┌─ The records

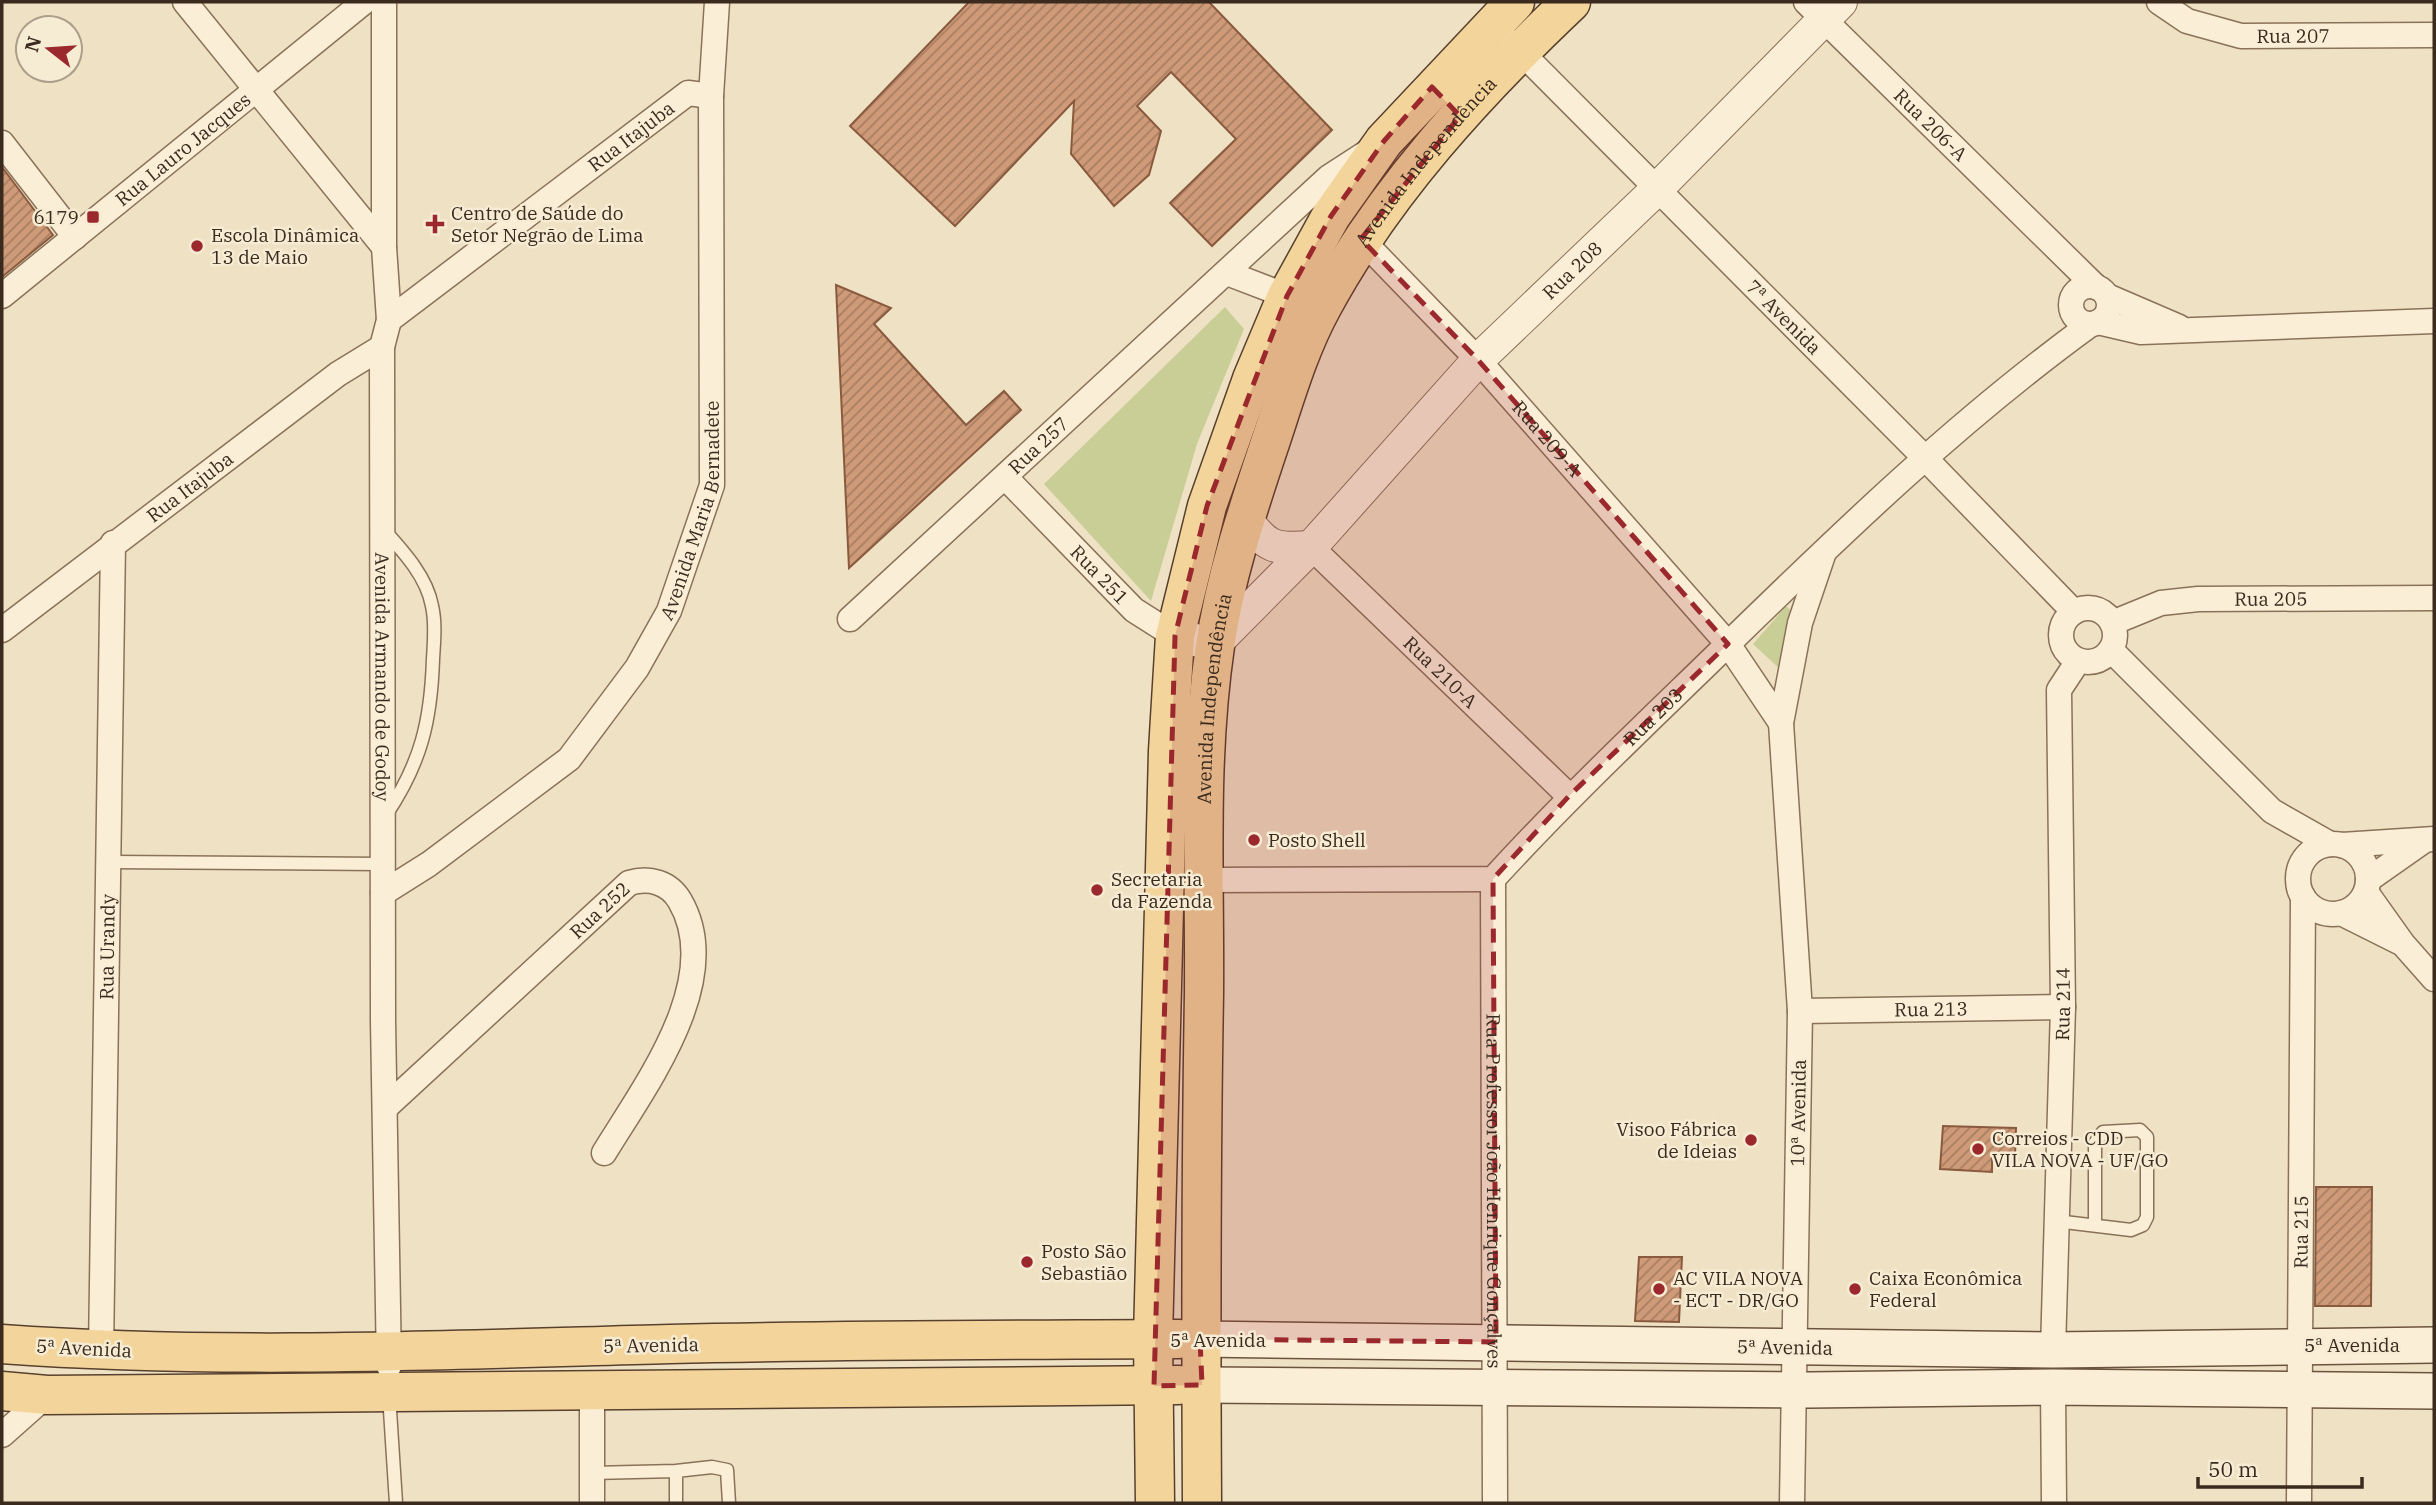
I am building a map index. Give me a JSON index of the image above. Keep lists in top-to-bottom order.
{
  "streets": {
    "main road": ["Avenida Independência", "5ª Avenida"],
    "street": [
      "Rua 207",
      "Rua 206-A",
      "Rua Itajuba",
      "Rua Lauro Jacques",
      "Rua 208",
      "7ª Avenida",
      "Rua 209-A",
      "Rua 257",
      "Avenida Maria Bernadete",
      "Rua 251",
      "Rua 205",
      "Rua 210-A",
      "Avenida Armando de Godoy",
      "Rua 203",
      "Rua 252",
      "Rua Urandy",
      "Rua 214",
      "Rua 213",
      "10ª Avenida",
      "Rua Professor João Henrique Gonçalves",
      "Rua 215"
    ]
  },
  "crossings": [
    ["Rua 206-A", "Rua 208"],
    ["Rua 206-A", "Rua 203"],
    ["Rua Itajuba", "Avenida Maria Bernadete"],
    ["Rua Itajuba", "Avenida Armando de Godoy"],
    ["Rua Itajuba", "Rua Urandy"],
    ["Avenida Independência", "Rua 208"],
    ["Avenida Independência", "7ª Avenida"],
    ["Avenida Independência", "Rua 209-A"],
    ["Avenida Independência", "Rua 257"],
    ["Avenida Independência", "Rua 251"],
    ["Avenida Independência", "5ª Avenida"],
    ["Rua 208", "7ª Avenida"],
    ["Rua 208", "Rua 209-A"],
    ["Rua 208", "Rua 251"],
    ["Rua 208", "Rua 210-A"],
    ["7ª Avenida", "Rua 205"],
    ["7ª Avenida", "Rua 203"],
    ["7ª Avenida", "Rua 214"],
    ["Rua 209-A", "Rua 203"],
    ["Rua 257", "Rua 251"],
    ["Avenida Maria Bernadete", "Avenida Armando de Godoy"],
    ["Rua 205", "Rua 214"],
    ["Rua 210-A", "Rua 203"],
    ["Avenida Armando de Godoy", "Rua 252"],
    ["Avenida Armando de Godoy", "5ª Avenida"],
    ["Rua 203", "10ª Avenida"],
    ["Rua 203", "Rua Professor João Henrique Gonçalves"],
    ["Rua Urandy", "5ª Avenida"],
    ["Rua 214", "Rua 213"],
    ["Rua 214", "5ª Avenida"],
    ["Rua 213", "10ª Avenida"],
    ["10ª Avenida", "5ª Avenida"],
    ["Rua Professor João Henrique Gonçalves", "5ª Avenida"],
    ["Rua 215", "5ª Avenida"]
  ],
  "places": {
    "transit": ["6179"],
    "health": ["Centro de Saúde do Setor Negrão de Lima"],
    "other": [
      "Escola Dinâmica 13 de Maio",
      "Posto Shell",
      "Secretaria da Fazenda",
      "Visoo Fábrica de Ideias",
      "Correios - CDD VILA NOVA - UF/GO",
      "Posto São Sebastião",
      "AC VILA NOVA - ECT - DR/GO",
      "Caixa Econômica Federal"
    ]
  },
  "scale_bar": "50 m",
  "north": "left"
}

└─

— Problem to solve —
What lines of the material above include "NOVA"? Copy each one.

— Expected answer —
      "Correios - CDD VILA NOVA - UF/GO",
      "AC VILA NOVA - ECT - DR/GO",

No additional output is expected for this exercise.